Tuesday, November 4, 2008

Ballistics


Billy Collins latest book - Ballistics (Random House, 2008) - continues his line of light accessible wit. Lines from his poem on Liu Yong (柳永) "If only he appreciated life / in eleventh-century China as much as I do" illustrate well the charm of the self-mocking tone he typically adopts. The slightness or lightness of the occasion of some poems reminds me a little of John Ciardi (for example Ciardi's poem on a neighbour complaining about his dog soiling her garden). Collins' title poem is in the entertaining tradition of poems on the less-than-charitable thoughts a poet might harbour towards other poets. Clive James' psalm-like 'The Book of My Enemy Has Been Remaindered' is one of the best of this mini-genre; there's also August Kleinzahler's 'An Autumnal Sketch' which describes professors, "sensitive men paunchy with drink" parked where the suburb ends waiting like hunters for a duck:

...
They will take it and make it their own,
something both more than a duck
and less.

They so badly want a poem,
these cagey and disheartened men
...

Collins describes a photograph of a bullet passing through a book; the poem ends:

But later, as I was drifting off to sleep,
I realized that the executed book
was a recent collection of poems written

by someone of whom I was not fond
and that the bullet must have passed through
his writing with little resistance

at twenty-eight hundred feet per second,
through the poems about his childhood
and the ones about the dreary state of the world

and then through the author's photograph,
through the beard, the round glasses,
and that special poet's hat he loves to wear.

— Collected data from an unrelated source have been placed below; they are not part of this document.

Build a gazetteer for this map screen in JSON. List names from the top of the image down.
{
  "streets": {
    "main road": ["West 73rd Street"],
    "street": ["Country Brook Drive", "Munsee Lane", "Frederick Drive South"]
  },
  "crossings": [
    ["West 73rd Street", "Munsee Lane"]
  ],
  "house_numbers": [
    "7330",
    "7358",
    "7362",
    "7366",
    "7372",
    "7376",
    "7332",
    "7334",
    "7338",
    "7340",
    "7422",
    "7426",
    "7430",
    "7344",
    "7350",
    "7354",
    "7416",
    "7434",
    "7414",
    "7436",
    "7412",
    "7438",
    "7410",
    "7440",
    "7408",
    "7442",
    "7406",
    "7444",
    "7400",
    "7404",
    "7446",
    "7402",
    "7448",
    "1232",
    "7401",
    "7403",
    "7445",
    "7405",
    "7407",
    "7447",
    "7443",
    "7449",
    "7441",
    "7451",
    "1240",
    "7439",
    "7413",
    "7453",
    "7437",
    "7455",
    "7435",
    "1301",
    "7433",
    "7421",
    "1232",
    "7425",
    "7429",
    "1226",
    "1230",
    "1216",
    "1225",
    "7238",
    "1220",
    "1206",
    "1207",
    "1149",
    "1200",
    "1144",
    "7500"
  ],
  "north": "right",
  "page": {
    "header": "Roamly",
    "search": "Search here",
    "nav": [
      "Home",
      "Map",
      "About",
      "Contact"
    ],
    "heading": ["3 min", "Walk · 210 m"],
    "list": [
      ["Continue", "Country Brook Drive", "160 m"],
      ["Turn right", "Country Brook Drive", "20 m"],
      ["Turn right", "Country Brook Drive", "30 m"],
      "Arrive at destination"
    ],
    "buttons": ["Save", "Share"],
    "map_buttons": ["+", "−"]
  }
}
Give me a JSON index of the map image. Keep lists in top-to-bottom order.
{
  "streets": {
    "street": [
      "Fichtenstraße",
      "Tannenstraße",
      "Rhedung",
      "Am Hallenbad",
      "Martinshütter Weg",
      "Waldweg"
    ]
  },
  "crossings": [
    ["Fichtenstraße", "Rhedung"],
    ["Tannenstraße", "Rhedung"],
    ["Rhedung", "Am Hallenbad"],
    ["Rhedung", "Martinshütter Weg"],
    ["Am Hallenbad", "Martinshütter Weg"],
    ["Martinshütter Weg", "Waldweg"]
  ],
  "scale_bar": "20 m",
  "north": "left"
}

The Georgia State University digital archive contains a version of this poem where the penultimate stanza is missing. Presumably the stanza was added later, and it brings an energy and vividness to the close of the poem both in focusing on the violence of the bullet by describing its velocity in precise mathematical language, and also in depicting the conventional subjects of the target's work.

1 comment:

Laurie Duggan said...

My take on Clive James was:

'The Book of my Enemy
Has Been Remaindered'
has been remaindered

And one of the better comments I've heard on Billy Collins was that if you sliced the last third off most of his poems they would be improved.